En 1859, le paléontologue anglais Charles Darwin publie De l'origine des espèces, ouvrage aujourd'hui considéré comme le texte fondateur de la théorie de l'évolution. Sur la base de recherches scientifiques, il avance l'idée que les espèces vivantes, végétales et animales, descendent d'autres espèces, les plus anciennes ayant disparu, et qu'il est possible d'établir une classification en vue de déterminer leurs « liens de parenté » (thèse de la sélection naturelle).

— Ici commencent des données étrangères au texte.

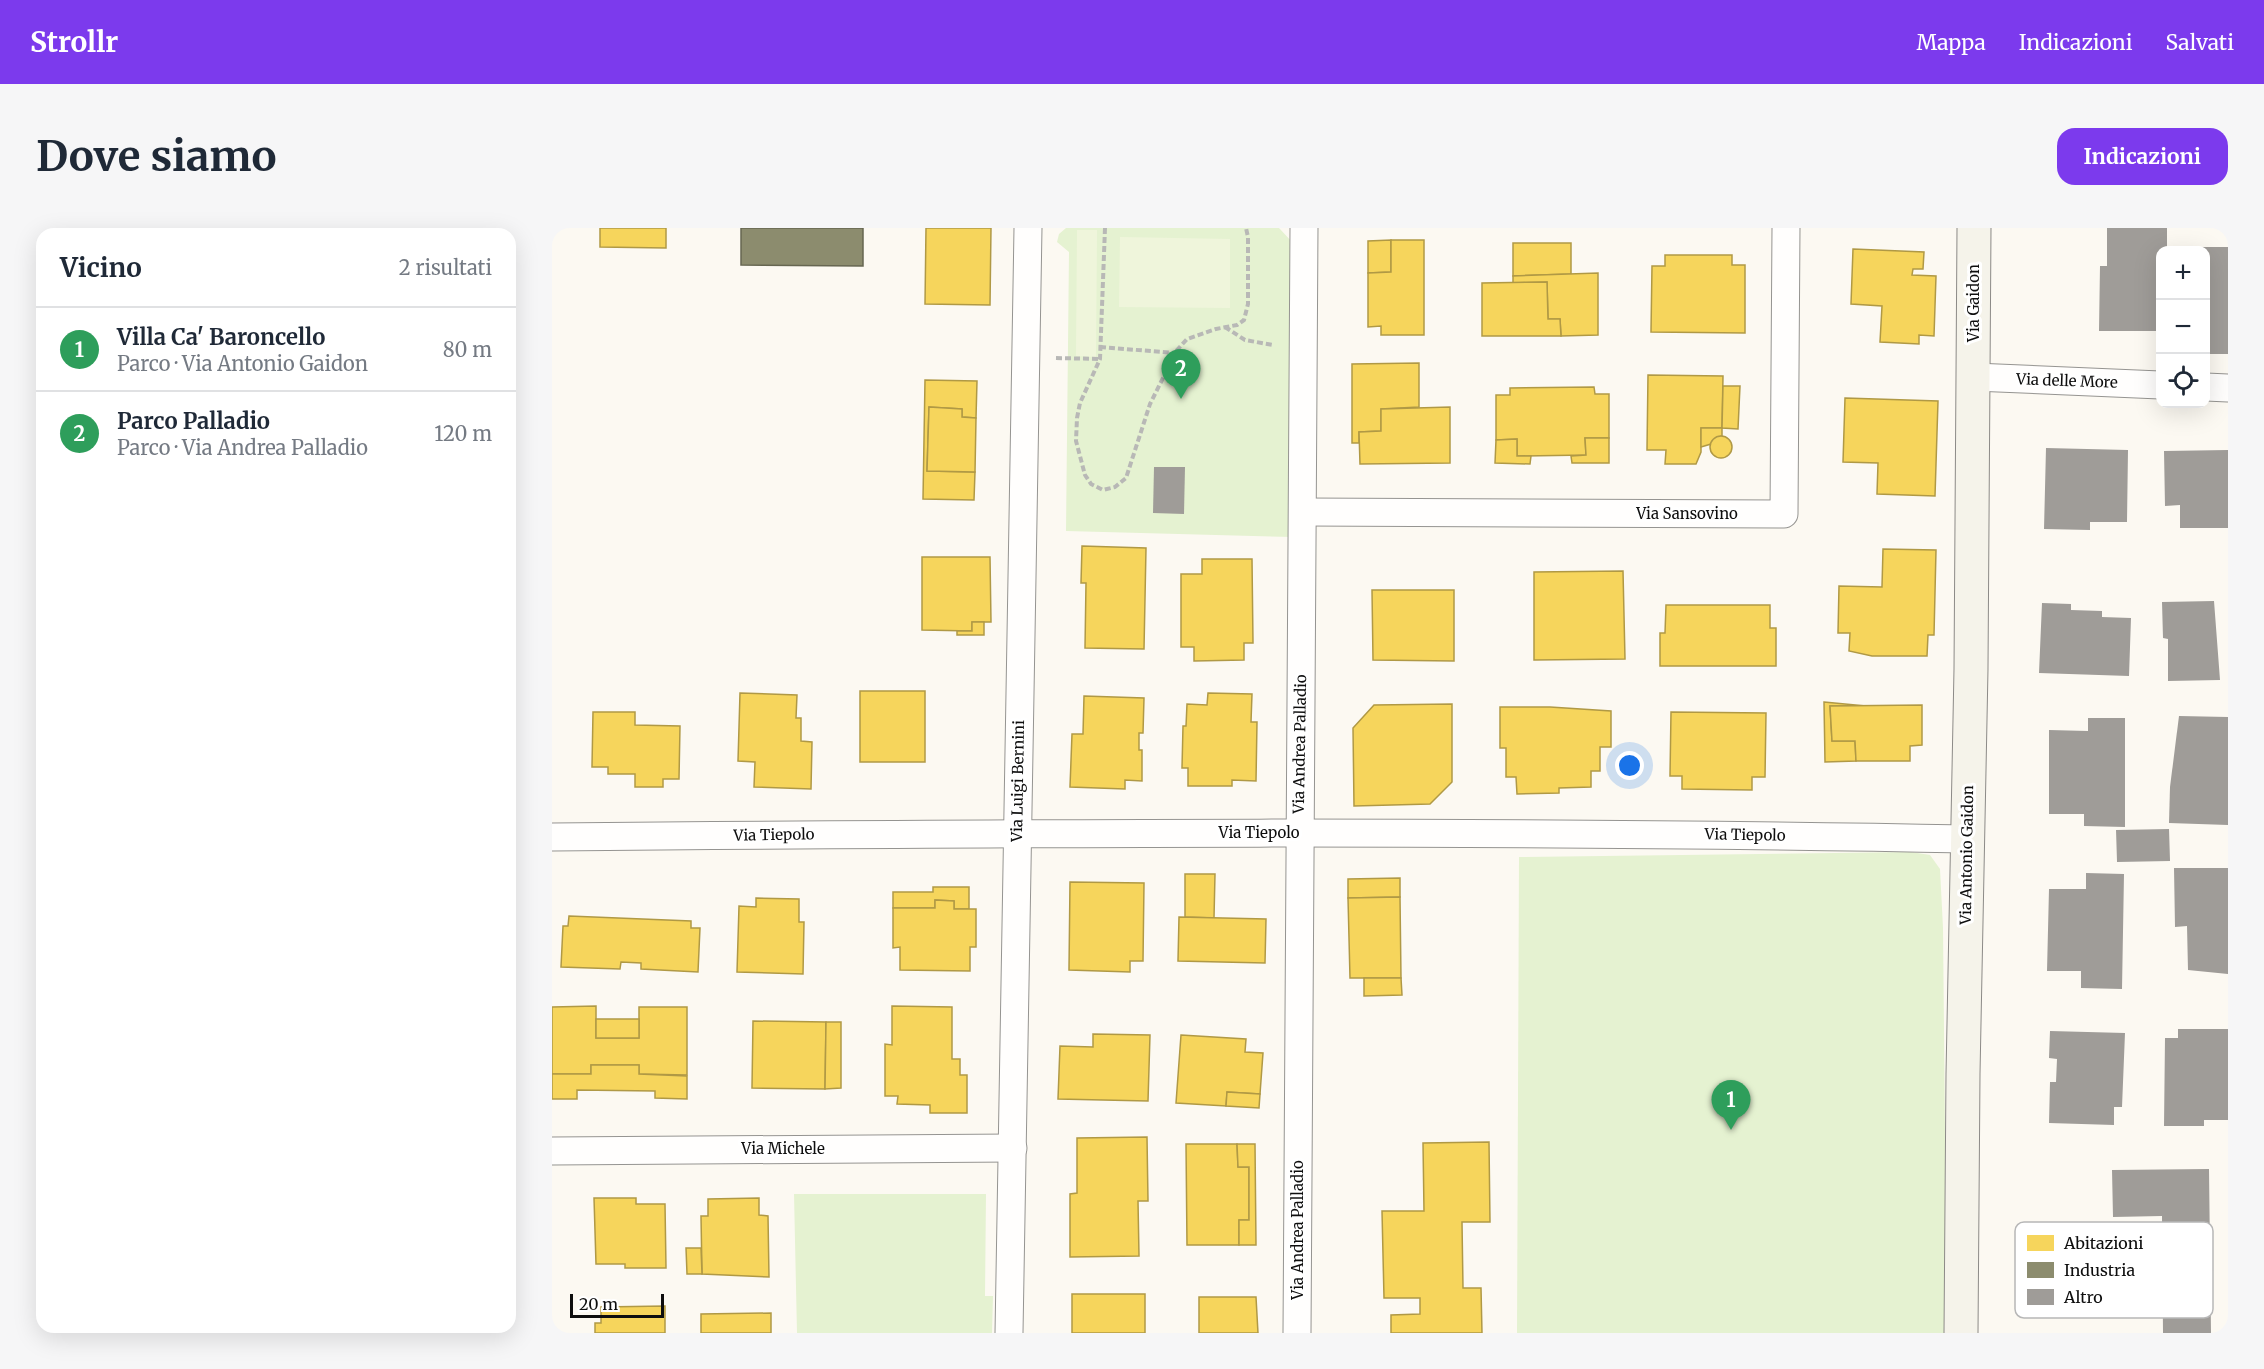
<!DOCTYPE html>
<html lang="it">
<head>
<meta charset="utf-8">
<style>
	body { margin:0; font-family:Merriweather,serif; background:#f6f6f7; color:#1f2937 }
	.controls { position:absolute; right:18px; top:18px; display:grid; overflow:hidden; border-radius:12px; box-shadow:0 6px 24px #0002 }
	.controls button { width:54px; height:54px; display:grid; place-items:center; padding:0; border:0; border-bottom:2px solid #e0e1e3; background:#fff; color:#1f2937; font:30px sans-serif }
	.scale { position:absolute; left:18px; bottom:15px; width:94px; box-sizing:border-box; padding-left:6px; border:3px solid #0e0e0e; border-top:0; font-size:16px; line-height:21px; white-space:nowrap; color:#0e0e0e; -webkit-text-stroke:4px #fff; paint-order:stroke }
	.you { position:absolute; left:1078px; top:538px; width:21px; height:21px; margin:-15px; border:4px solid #fff; border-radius:50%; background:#1a73e8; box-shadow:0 0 0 9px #1a73e833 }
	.badge { display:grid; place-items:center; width:39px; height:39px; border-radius:50%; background:#7c3aed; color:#fff; font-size:20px; font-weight:700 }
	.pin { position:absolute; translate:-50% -50px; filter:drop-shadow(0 2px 3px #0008) }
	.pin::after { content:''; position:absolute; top:32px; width:21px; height:18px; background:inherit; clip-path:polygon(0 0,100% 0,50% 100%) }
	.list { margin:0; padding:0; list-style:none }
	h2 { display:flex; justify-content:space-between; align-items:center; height:78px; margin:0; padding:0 24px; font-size:26px }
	h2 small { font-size:20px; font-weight:400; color:#747a83 }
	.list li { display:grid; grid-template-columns:39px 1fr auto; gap:18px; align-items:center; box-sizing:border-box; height:84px; padding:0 24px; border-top:2px solid #e0e1e3 }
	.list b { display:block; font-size:22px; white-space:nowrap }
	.list p { margin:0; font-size:20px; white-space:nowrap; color:#747a83 }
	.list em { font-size:20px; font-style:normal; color:#747a83 }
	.icon { flex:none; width:33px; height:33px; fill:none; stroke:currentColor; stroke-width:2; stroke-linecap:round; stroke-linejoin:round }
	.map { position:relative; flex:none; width:1676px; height:1105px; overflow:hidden; border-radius:18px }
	header { display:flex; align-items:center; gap:36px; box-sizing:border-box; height:84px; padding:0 30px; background:#7c3aed; color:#fff }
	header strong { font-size:28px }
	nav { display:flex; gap:33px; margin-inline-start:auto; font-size:21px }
	.intro { display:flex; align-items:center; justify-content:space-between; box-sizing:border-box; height:144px; padding:0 36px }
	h1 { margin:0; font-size:42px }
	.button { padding:15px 27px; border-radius:18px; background:#7c3aed; color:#fff; font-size:21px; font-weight:700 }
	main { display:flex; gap:36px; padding:0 36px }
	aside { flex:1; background:#fff; border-radius:18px; box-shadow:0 6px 24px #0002 }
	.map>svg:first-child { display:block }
</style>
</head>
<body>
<header>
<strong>Strollr</strong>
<nav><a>Mappa</a><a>Indicazioni</a><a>Salvati</a></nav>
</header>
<div class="intro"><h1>Dove siamo</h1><a class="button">Indicazioni</a></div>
<main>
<aside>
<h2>Vicino<small>2 risultati</small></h2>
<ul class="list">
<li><span class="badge" style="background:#2e9e5b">1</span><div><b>Villa Ca' Baroncello</b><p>Parco · Via Antonio Gaidon</p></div><em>80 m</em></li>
<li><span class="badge" style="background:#2e9e5b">2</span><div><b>Parco Palladio</b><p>Parco · Via Andrea Palladio</p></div><em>120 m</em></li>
</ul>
</aside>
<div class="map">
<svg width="1676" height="1105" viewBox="0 0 1676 1105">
	<rect width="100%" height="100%" fill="#fcf9f2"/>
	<g fill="#e5f2d1">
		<polygon points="514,0 727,0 742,16 741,309 514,303 517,24 505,14 507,6"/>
		<polygon points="1359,624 1378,627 1388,641 1391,700 1395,1105 965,1105 967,629"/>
		<polygon points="242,966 434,966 433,1068 441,1068 440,1105 245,1105"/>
	</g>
	<g fill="#eff5db">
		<polygon points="525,2 545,2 544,129 524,128"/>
		<polygon points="568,9 678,11 678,80 567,79"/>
	</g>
	<g fill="#f6d55c" stroke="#b09945" stroke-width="1.5">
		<polygon points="48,0 114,0 114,20 48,19"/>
		<polygon points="374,0 439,0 438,77 373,76"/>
		<polygon points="839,12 839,44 816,45 816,13"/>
		<polygon points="839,12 872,12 872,107 829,107 829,98 816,99 816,45 839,44"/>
		<polygon points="961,15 1019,15 1019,46 961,48"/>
		<polygon points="1301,21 1372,24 1371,41 1361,41 1360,47 1384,48 1382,108 1367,107 1367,116 1328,114 1330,78 1299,76"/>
		<polygon points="1113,27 1180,27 1180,37 1193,37 1193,105 1099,104 1100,38 1113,38"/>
		<polygon points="1046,45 1046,107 1009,108 1008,91 996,91 995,54 961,55 961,48"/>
		<polygon points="995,54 996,91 1008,91 1009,108 930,108 930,55"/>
		<polygon points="867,135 867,179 829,181 829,203 807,204 807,215 800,215 800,136"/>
		<polygon points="1096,147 1171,148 1170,200 1149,200 1149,224 1144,236 1113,236 1114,222 1095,222"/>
		<polygon points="373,152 425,153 424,190 410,189 410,181 377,179 375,243 423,244 422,272 371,271"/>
		<polygon points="1171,158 1188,158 1186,201 1170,200"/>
		<polygon points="1042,159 1043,166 1057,166 1057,210 1033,210 1034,227 965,228 965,211 944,212 944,167 958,167 958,160"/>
		<polygon points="1293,170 1386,173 1383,268 1325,266 1326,235 1291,234"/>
		<polygon points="377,179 410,181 410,189 424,190 423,244 375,243"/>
		<polygon points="898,179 898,235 808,236 807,204 829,203 829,181"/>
		<polygon points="1149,200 1170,200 1170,208 1164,210 1159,216 1149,219"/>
		<circle cx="1169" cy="219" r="11"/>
		<polygon points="1033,210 1057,210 1057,235 1020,235 1019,228 1034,227"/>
		<polygon points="965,211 965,228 979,228 978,236 943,235 944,212"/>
		<polygon points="530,318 594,320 592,421 533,420 534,355 529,355"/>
		<polygon points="1331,321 1384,322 1382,407 1376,407 1375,428 1320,428 1297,423 1298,405 1286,405 1287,358 1330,359"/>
		<polygon points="370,329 438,329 439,394 420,394 420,403 370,402"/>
		<polygon points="650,331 700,331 701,415 692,415 692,432 642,433 642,419 629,419 629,346 650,346"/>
		<polygon points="1071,343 1073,431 982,432 982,344"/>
		<polygon points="820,362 902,362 902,433 821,432"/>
		<polygon points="1114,377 1218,377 1218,400 1224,400 1224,438 1108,438 1108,405 1113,405"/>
		<polygon points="420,394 432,394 432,407 405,407 405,403 420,403"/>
		<rect x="308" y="463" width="65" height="71"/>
		<polygon points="188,465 245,467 244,490 249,490 249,513 260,514 259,561 202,559 203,534 186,533"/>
		<polygon points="656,465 700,466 699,494 705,494 704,553 680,552 680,558 636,558 636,540 630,540 631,498 634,498 635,476 655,477"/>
		<polygon points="532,468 592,470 591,505 587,505 587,522 590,522 590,553 573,552 573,561 518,559 520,506 531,506"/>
		<polygon points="1272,474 1314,478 1278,478 1280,513 1303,513 1304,533 1273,534"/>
		<polygon points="900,476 900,554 878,576 802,578 801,500 822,477"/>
		<polygon points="1370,477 1370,517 1358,518 1358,533 1304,533 1303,513 1280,513 1278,478"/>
		<polygon points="948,479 998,479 1059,483 1059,519 1048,519 1048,543 1039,543 1039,559 1007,560 1007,565 965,566 964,549 954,549 954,520 948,520"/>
		<polygon points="41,484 83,484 83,497 128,498 127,551 111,551 111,559 83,559 83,546 56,546 56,539 40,539"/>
		<polygon points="1119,484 1214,485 1213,549 1200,549 1200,562 1130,561 1130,548 1118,548"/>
		<polygon points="633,646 663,646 662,690 633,689"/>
		<polygon points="848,650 848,669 796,670 796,651"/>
		<polygon points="518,654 592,655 591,733 578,733 578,744 517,742"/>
		<polygon points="381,659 417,659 417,681 402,681 402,673 383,672 383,680 341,680 341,664 381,664"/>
		<polygon points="848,669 849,750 798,750 796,670"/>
		<polygon points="204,670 247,671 247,694 252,694 251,746 185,744 187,678 204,679"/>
		<polygon points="383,672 402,673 402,681 424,681 424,719 418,719 418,743 348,742 348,719 341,720 341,680 383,680"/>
		<polygon points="17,688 139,693 139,700 148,700 146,744 89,741 89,735 69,734 68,741 9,739 11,698 16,698"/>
		<polygon points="627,689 714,691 713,735 626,733"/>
		<polygon points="812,750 849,750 850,767 812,768"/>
		<polygon points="44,778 44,810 87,810 87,779 135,779 135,847 87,846 87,837 39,837 39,846 0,846 0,779"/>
		<polygon points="340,778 400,779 400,831 408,831 408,847 415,847 415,885 378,885 378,877 345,876 346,868 333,868 333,816 340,817"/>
		<rect x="44" y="791" width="43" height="19"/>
		<polygon points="201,793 274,794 273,861 200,860"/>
		<polygon points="274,794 289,794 289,860 273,861"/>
		<polygon points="541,806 598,807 596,873 506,871 508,818 541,819"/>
		<polygon points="629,807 694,811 693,824 711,825 708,866 675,864 674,878 624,875"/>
		<polygon points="39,837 87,837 87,846 135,848 135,871 103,870 103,863 25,862 25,871 0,871 0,846 39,846"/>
		<polygon points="675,864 708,866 707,880 674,878"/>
		<polygon points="595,909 596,973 586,973 587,1028 518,1029 518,966 525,965 525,910"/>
		<polygon points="937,914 938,994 910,994 911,1060 929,1060 930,1105 839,1105 839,1087 868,1086 868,1070 832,1070 830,983 872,983 871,915"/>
		<polygon points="634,916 685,916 686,939 697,939 697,992 687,992 687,1017 635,1017"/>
		<polygon points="685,916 703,916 704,1017 687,1017 687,992 697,992 697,939 686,939"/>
		<polygon points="42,970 84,970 84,976 113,976 114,1040 73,1040 73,1036 44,1036"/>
		<polygon points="207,970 207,987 216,988 217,1049 150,1046 149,988 156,988 156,971"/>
		<polygon points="134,1020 149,1020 150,1046 135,1046"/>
		<rect x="520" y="1066" width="73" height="39"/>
		<polygon points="647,1069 704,1069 706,1105 647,1105"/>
		<polygon points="113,1078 113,1105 43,1105 43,1095 49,1095 49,1079"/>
		<polygon points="219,1085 219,1105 149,1105 149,1086"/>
	</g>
	<polygon fill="#8c8c6e" stroke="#666651" stroke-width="1.5" points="189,0 311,0 311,38 189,37"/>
	<g fill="#9f9c98">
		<polygon points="1555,0 1615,0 1615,22 1608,22 1607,103 1547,103 1548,38 1555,38"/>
		<polygon points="1649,19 1676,19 1676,126 1654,126 1654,22 1649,22"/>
		<polygon points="1494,220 1576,222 1575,294 1538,294 1538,302 1492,301"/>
		<polygon points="1676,222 1676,300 1628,300 1628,277 1613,278 1612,223"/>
		<polygon points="602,239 633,239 632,286 601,285"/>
		<polygon points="1662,373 1668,452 1616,453 1616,411 1611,410 1610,374"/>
		<polygon points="1490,375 1519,376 1519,382 1550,383 1550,389 1579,390 1577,448 1487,445"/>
		<polygon points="1627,488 1676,489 1676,597 1617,595 1618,559"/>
		<polygon points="1536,490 1573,490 1573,599 1532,598 1532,586 1497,586 1497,502 1536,503"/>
		<polygon points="1617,601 1618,633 1565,634 1564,602"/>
		<polygon points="1622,640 1676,640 1676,746 1636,742 1635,698 1623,699"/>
		<polygon points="1534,645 1572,646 1570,761 1529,760 1529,743 1495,743 1497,661 1534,661"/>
		<polygon points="1626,801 1676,801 1676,892 1652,892 1652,898 1612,898 1613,810 1626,810"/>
		<polygon points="1498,803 1573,805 1570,879 1562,879 1562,897 1497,895 1498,854 1504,854 1505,831 1497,830"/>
		<polygon points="1657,941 1659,1105 1611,1105 1610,988 1561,989 1560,942"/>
	</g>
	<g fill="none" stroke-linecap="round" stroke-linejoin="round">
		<defs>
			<g id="street">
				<polyline points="1422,149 1608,157"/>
				<polyline points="1654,159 1676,160"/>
				<polyline points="752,284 1232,286 1234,0"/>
				<path d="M0 609C472 605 943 602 1415 611"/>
				<polyline points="0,923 461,920"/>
				<polyline points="457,1105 476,0"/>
				<polyline points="745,1105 752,0"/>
			</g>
			<polyline id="secondary" points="1409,1105 1411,846 1419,441 1422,0"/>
		</defs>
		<use href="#street" stroke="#959491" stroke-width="29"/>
		<use href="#secondary" stroke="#8c8a87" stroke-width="35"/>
		<g stroke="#b8b8b6" stroke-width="4" stroke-dasharray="6 3" stroke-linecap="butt">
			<polyline points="553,0 548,131 528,175 525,190 524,213 533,247 539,256 551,262 563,259 574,250 598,176 625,122 635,111 664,101 685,97 692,92 696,76 696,9 694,0"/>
			<polyline points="673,99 693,112 721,117"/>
			<polyline points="548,119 623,125"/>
			<polyline points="504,130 548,131"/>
		</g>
		<use href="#street" stroke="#fffefd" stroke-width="27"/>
		<use href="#secondary" stroke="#f5f3ea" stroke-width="33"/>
	</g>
	<g text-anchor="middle" stroke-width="6" stroke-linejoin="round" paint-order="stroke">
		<g font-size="15" fill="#0e0e0e" stroke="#fff">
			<text transform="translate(1422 75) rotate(-90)" y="5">Via Gaidon</text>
			<text transform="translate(1515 153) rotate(2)" y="5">Via delle More</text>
			<text x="1135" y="291">Via Sansovino</text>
			<text transform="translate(748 516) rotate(-89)" y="5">Via Andrea Palladio</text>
			<text transform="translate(466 553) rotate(-89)" y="5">Via Luigi Bernini</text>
			<text x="707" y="610">Via Tiepolo</text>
			<text transform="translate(222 607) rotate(-1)" y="5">Via Tiepolo</text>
			<text transform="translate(1193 607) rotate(1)" y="5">Via Tiepolo</text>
			<text transform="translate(1415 627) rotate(-89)" y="5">Via Antonio Gaidon</text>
			<text x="231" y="926">Via Michele</text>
			<text transform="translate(746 1002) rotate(-90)" y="5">Via Andrea Palladio</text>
		</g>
	</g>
	<rect x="1463" y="994" width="198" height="96" rx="9" fill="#fff" stroke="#b7b7b7" stroke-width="1.5"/>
	<rect x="1475" y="1007" width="27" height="16" fill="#f6d55c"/>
	<rect x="1475" y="1034" width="27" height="16" fill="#8c8c6e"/>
	<rect x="1475" y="1061" width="27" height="16" fill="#9f9c98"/>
	<g font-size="16" fill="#0e0e0e">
		<text x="1512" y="1021">Abitazioni</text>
		<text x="1512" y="1048">Industria</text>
		<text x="1512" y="1075">Altro</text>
	</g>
</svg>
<div class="controls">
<button>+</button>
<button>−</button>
<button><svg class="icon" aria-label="locate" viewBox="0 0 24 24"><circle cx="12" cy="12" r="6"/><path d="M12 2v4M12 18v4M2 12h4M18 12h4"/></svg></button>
</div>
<div class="scale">20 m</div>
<div class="you"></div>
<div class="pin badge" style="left:1179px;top:902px;background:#2e9e5b">1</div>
<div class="pin badge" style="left:629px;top:171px;background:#2e9e5b">2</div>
</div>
</main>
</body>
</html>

Le livre fait alors scandale car il contredit la théorie religieuse en vigueur à l'époque, à savoir que le monde est une création de Dieu ex nihilo, que les humains sont, depuis toujours, une espèce clairement séparée des espèces animales et que toutes sont immuables. Cependant, la découverte de l'évolution des espèces vivantes par Darwin et de ses adeptes aboutit finalement à ce que, de façon générale, les modèles fixistes (selon lesquels le monde a été créé tel qu'il est encore aujourd'hui) soient réfutés et qu'au contraire il soit admis que le monde est le produit de transformations multiples au fil du temps.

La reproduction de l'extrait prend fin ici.